1. ^ Everitt, B.S. (2003) The Cambridge Dictionary of Statistics, CUP. ISBN 0-521-81099-X
2. ^ Kenney, J. and Keeping, E.S. (1963) Mathematics of Statistics, van Nostrand, p. 187
3. ^ Zwillinger D. (1995), Standard Mathematical Tables and Formulae, Chapman&Hall/CRC. ISBN 0-8493-2479-3 p. 626
4. ^ a b Dietz, Davidl; Barr, Christopher; Çetinkaya-Rundel, Mine (2012), OpenIntro Statistics (Second ed.), openintro.org
5. ^ T.P. Hutchinson, Essentials of statistical methods in 41 pages
6. ^ Gurland, J; Tripathi RC (1971). "A simple approximation for unbiased estimation of the standard deviation". American Statistician. American Statistical Association. 25 (4): 30–32. doi:10.2307/2682923. JSTOR 2682923.
7. ^ Sokal and Rohlf (1981) Biometry: Principles and Practice of Statistics in Biological Research , 2nd ed.

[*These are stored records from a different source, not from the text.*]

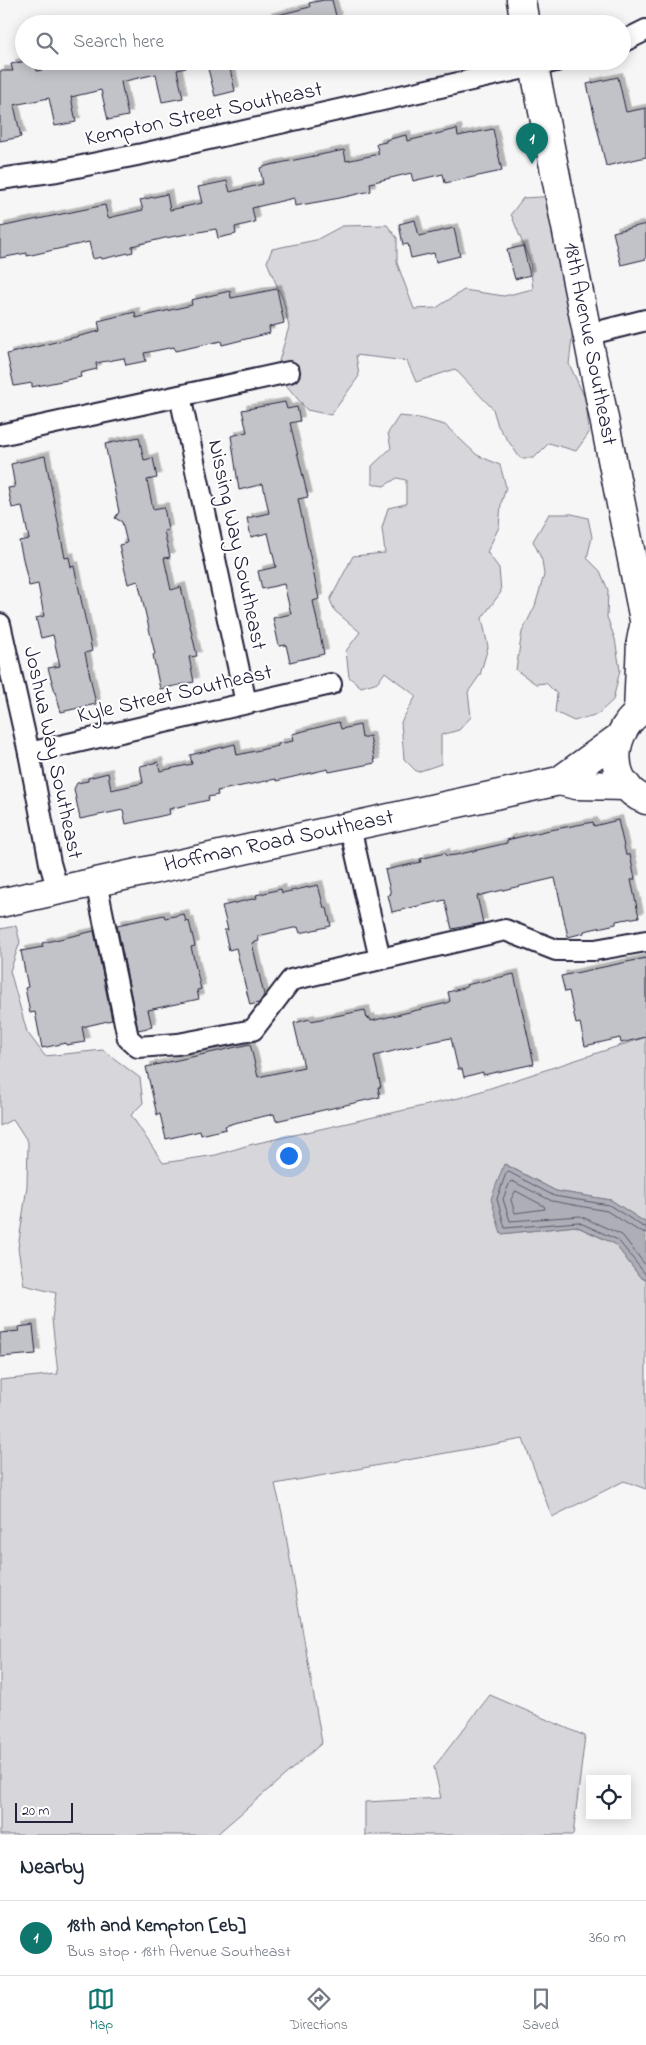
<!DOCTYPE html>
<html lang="en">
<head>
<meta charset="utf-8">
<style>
	:root { --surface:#fff; --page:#f6f6f7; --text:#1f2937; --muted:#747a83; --line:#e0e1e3; --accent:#0f766e }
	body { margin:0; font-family:"Indie Flower",sans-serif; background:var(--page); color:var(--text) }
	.controls { position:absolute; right:15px; bottom:15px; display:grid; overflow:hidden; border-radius:0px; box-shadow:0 2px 12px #0003 }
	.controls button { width:45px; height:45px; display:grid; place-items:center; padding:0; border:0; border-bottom:1px solid var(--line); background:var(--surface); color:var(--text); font:25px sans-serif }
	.scale { position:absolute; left:15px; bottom:12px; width:58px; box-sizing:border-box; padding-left:5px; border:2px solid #22223b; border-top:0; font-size:14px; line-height:18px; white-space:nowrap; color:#22223b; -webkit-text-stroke:4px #fff; paint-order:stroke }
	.you { position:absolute; left:288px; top:1155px; width:18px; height:18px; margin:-12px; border:4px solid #fff; border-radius:50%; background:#1a73e8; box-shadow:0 0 0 8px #1a73e833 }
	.badge { display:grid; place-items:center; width:32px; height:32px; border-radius:50%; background:var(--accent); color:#fff; font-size:16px; font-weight:700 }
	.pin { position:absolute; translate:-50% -41px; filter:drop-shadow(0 1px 2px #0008) }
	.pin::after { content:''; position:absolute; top:26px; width:18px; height:15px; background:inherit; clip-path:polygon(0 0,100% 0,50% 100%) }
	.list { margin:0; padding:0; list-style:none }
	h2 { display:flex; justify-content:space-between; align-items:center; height:65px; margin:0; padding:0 20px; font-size:21px }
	h2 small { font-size:16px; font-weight:400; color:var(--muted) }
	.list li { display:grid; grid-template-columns:32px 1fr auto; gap:15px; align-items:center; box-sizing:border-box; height:75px; padding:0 20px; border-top:1px solid var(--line) }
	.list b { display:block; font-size:19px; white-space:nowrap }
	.list p { margin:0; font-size:16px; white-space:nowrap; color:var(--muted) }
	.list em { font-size:16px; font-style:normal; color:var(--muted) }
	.icon { flex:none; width:28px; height:28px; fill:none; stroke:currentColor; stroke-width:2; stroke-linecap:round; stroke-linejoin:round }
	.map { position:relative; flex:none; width:646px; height:1835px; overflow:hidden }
	.search { position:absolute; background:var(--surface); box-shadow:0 2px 12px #0003; left:15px; right:15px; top:15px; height:55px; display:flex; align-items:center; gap:12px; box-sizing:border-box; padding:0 18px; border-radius:28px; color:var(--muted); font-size:19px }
	.sheet { height:140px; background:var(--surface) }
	nav { display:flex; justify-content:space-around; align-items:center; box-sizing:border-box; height:70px; border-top:1px solid var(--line); background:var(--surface); font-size:14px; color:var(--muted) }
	nav a { display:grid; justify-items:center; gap:2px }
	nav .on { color:var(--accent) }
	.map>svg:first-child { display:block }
	.green { fill:#d7d7db; stroke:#7c7c8b }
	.water { fill:#aeaeb7; stroke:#767685 }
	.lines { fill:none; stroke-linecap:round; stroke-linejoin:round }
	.shore { stroke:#5a5a6d; stroke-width:1 }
	.building { fill:#c2c2c9; stroke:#22223b; filter:url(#shadow) }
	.street-casing { stroke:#22223b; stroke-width:24 }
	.secondary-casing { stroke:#22223b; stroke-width:31 }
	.street { stroke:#fff; stroke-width:20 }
	.secondary { stroke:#fff; stroke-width:28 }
	.labels { text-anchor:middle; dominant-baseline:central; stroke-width:4; stroke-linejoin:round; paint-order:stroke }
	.street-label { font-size:22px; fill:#22223b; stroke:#fff }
</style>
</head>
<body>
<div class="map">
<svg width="646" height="1835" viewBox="0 0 646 1835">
	<defs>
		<filter id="shadow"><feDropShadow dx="4.5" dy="-4.5" stdDeviation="0" flood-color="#0004"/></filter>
	</defs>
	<rect width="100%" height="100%" fill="#f6f6f7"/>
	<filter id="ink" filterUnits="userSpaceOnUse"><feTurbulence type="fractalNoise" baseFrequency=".02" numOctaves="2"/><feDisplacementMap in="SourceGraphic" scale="10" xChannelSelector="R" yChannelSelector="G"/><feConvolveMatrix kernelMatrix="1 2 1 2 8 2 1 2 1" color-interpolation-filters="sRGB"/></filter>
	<g filter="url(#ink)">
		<g class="green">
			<polygon points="559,196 574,321 569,364 586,400 589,433 576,451 549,443 534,458 520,458 498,426 493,409 455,369 416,382 407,361 356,355 359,376 331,415 307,410 286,385 288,377 279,361 289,327 283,300 267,262 272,249 316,240 342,226 387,225 397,238 397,263 414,309 436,308 464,290 504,296 533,289 530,262 511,214 523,198"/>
			<polygon points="399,416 419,418 445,425 477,455 500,465 506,487 501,504 499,527 487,552 499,568 501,592 482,618 488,647 480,675 468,692 471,717 459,730 441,735 441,764 417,772 404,759 401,722 416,696 385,672 378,682 361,687 349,677 346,651 360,632 335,611 330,600 353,556 385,553 382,528 388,508 406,504 406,480 397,478 384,486 372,484 372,466 391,448 388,433"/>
			<polygon points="549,514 572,514 588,518 592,537 587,558 600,571 608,590 607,617 615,639 620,670 613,700 598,714 574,721 555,712 557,694 546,683 536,684 516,670 522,632 535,606 544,575 542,560 533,541"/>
			<polygon points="16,926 20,942 10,971 27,1032 45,1056 103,1050 140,1078 143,1103 131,1115 163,1163 216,1155 249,1145 463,1097 646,1037 646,1223 611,1200 556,1191 505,1164 501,1234 575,1226 615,1244 640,1277 646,1280 646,1489 624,1481 552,1517 523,1439 275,1484 282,1513 322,1743 216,1835 0,1835 0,1380 58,1374 52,1319 56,1293 24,1285 18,1248 27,1186 28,1142 13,1119 0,1126 0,929"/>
			<polygon points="490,1695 585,1736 573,1835 365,1835 365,1802 441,1798 434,1767"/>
		</g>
		<polygon class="water" points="504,1164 556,1191 611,1200 646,1223 646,1280 640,1277 615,1244 576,1226 501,1234 491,1199"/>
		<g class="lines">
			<g class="shore">
				<polygon points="516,1191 544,1206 545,1209 515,1213 511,1200"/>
				<polyline points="646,1227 642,1226 609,1205 554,1196 509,1172 506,1173 497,1199 505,1228 578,1222 618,1240 646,1275"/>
				<polyline points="646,1233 639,1231 607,1211 552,1201 512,1181 510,1182 503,1199 510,1221 580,1216 622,1235 646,1266"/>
			</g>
		</g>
		<g class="building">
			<polygon points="324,0 332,0 338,24 267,24 266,18 310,7 309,3"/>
			<polygon points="26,61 35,61 37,71 83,61 185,61 186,68 177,70 183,98 162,102 156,74 121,82 128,116 108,120 101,90 71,97 76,122 55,126 49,98 14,105 21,137 0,141 0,71 13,71 11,64"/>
			<polygon points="206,61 224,61 225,64 229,64 235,91 215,96"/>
			<polygon points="618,77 626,112 646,108 646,157 606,166 587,84"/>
			<polygon points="457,129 458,136 493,129 502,171 445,183 443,174 413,181 411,173 370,183 371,191 340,198 295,206 294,198 252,208 255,222 235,227 236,234 218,238 216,229 165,238 132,246 133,252 102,259 101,257 93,259 89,242 27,256 27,253 0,258 0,227 105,205 108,218 143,210 140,200 167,194 170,210 202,203 198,187 227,181 230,192 263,184 260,168 270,165 344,150 346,161 379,154 376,144 386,142 386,140 406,135 407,141"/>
			<polygon points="415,220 419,236 454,228 460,256 436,262 434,253 411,258 408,244 403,245 399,224"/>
			<polygon points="646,224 646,259 621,265 613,232"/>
			<polygon points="523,246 530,275 515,279 507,250"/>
			<polygon points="277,289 284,323 269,327 270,333 222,345 221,341 175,351 174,347 144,353 146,361 126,365 124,358 96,363 97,369 80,373 81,377 32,387 32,383 14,386 7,354 100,331 98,321 135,312 136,318 192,305 191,300 230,291 231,298"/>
			<polygon points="285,402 287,409 297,407 300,421 290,423 308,497 298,499 319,599 313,601 324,654 290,662 286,645 279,646 273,618 291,614 284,584 262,589 258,571 276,567 268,533 251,537 247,518 269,513 263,484 239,490 231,436 247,432 242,410"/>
			<polygon points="139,437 144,460 153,458 157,478 147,480 153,509 164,507 168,530 164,531 170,557 164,558 171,590 181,587 197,656 189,657 194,682 160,689 153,655 155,654 138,581 128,584 119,545 127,543 122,522 115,518 119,512 105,444"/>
			<polygon points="45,456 65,558 69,557 71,567 74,566 92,651 85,653 96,704 61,712 48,668 60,666 53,635 41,638 36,618 44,616 38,584 29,586 19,541 29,539 22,506 12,508 8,488 15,487 11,464"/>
			<polygon points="339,722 341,729 360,725 362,738 370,736 375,763 329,772 328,769 276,781 276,779 217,791 218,795 208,797 209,800 169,809 170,814 126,824 123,810 80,819 74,789 77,783 88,781 88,778 108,773 111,790 143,783 140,766 158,762 160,771 192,764 190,755 235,744 237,755 278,746 278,744 293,741 292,734"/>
			<polygon points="618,820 626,855 630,855 635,879 631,880 639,917 616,921 616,924 584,931 584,933 568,937 555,878 477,896 483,923 452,929 445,900 392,912 388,895 391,894 385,870 421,862 420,859 445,853 446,856 456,855 507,843 507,840 545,831 593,822 594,826"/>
			<polygon points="318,885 324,908 327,908 331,926 300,933 298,927 258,936 259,941 252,943 264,995 259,1003 250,1005 236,948 229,950 224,930 228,930 222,906 257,898 256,895 281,889 282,893"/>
			<polygon points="184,914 186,922 189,921 195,946 191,947 201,989 197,990 199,999 148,1010 152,1027 138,1030 117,925 164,915 165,918"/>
			<polygon points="94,931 112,1020 82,1027 85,1042 66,1045 66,1043 42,1048 35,1012 30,1013 25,988 28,987 21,951 43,947 42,943"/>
			<polygon points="646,958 646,1037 621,1043 620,1038 585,1046 580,1023 576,1024 569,991 565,992 561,976"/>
			<polygon points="514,974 534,1064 483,1075 483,1072 464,1077 462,1069 458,1069 451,1038 425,1043 374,1056 381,1087 378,1087 380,1097 276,1121 274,1114 234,1123 225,1126 226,1129 201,1135 200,1131 166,1139 160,1114 157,1115 146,1067 250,1044 258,1077 304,1067 294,1023 310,1019 311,1021 365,1010 367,1019 370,1018 371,1021 447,1003 450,1001 448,992 467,987 466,985"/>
			<polygon points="33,1325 36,1354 0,1357 0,1333 19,1331 18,1327"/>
		</g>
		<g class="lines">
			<defs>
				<g id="street">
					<polyline points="622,42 646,30"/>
					<polyline points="0,179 57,171 142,154 556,61"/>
					<polyline points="586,335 646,320"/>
					<polyline points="180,396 246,703"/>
					<polyline points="0,435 289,372"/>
					<polyline points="0,624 29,753 50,863 58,891"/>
					<polyline points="29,753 331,684"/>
					<polyline points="350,827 380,959"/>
					<polyline points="96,882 128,1038 138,1047 178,1044 253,1030 291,980 505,930 556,950 595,950 646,941"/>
				</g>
				<g id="secondary">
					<polyline points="521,0 525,24"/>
					<polyline points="533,61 646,630"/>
					<path d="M646,708C609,727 604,784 646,800"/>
					<polyline points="638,712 641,641 644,626"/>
					<polyline points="559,781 576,785 627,786"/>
					<polyline points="0,903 559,781 618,738"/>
				</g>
			</defs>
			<use href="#street" class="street-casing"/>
			<use href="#secondary" class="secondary-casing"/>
			<use href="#street" class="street"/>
			<use href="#secondary" class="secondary"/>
		</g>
	</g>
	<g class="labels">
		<g class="street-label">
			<text transform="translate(204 115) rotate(-12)">Kempton Street Southeast</text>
			<text transform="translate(589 344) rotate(79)">18th Avenue Southeast</text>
			<text transform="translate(236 545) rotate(78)">Nissing Way Southeast</text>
			<text transform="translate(175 695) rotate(-13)">Kyle Street Southeast</text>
			<text transform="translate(52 753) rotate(78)">Joshua Way Southeast</text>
			<text transform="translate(279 842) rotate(-12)">Hoffman Road Southeast</text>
		</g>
	</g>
</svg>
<div class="controls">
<button><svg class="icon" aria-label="locate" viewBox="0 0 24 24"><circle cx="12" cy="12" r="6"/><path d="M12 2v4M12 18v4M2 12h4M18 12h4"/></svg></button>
</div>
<div class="scale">20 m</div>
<div class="you"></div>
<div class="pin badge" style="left:532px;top:164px">1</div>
<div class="search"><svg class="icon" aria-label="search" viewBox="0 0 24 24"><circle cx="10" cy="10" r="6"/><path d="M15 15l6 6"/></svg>Search here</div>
</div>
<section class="sheet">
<h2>Nearby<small></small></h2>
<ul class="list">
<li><span class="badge">1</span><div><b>18th and Kempton [eb]</b><p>Bus stop · 18th Avenue Southeast</p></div><em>360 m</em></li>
</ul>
</section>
<nav>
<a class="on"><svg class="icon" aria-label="map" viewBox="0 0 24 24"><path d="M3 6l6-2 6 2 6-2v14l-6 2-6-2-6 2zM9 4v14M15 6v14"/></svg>Map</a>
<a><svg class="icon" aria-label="directions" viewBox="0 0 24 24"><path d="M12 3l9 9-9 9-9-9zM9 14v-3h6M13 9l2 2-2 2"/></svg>Directions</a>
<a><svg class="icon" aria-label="saved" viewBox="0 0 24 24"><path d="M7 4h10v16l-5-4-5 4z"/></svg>Saved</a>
</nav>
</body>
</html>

ISBN 0-7167-1254-7 , p 53
8. ^ Barde, M. (2012). "What to use to express the variability of data: Standard deviation or standard error of mean?". Perspect Clin Res. 3 (3): 113–116. doi:10.4103/2229-3485.100662.
9. ^ Isserlis, L. (1918). "On the value of a mean as calculated from a sample". Journal of the Royal Statistical Society. Blackwell Publishing. 81 (1): 75–81. doi:10.2307/2340569. JSTOR 2340569. (Equation 1)
10. ^ James R. Bence (1995) Analysis of short time series: Correcting for autocorrelation. Ecology 76(2): 628 – 639.
11. ^ Klein, RJ. "Healthy People 2010 criteria for data suppression" (PDF). Statistical Notes. Hyattsville, MD: U.S. National Center for Health Statistics (24). Retrieved 17 July 2014.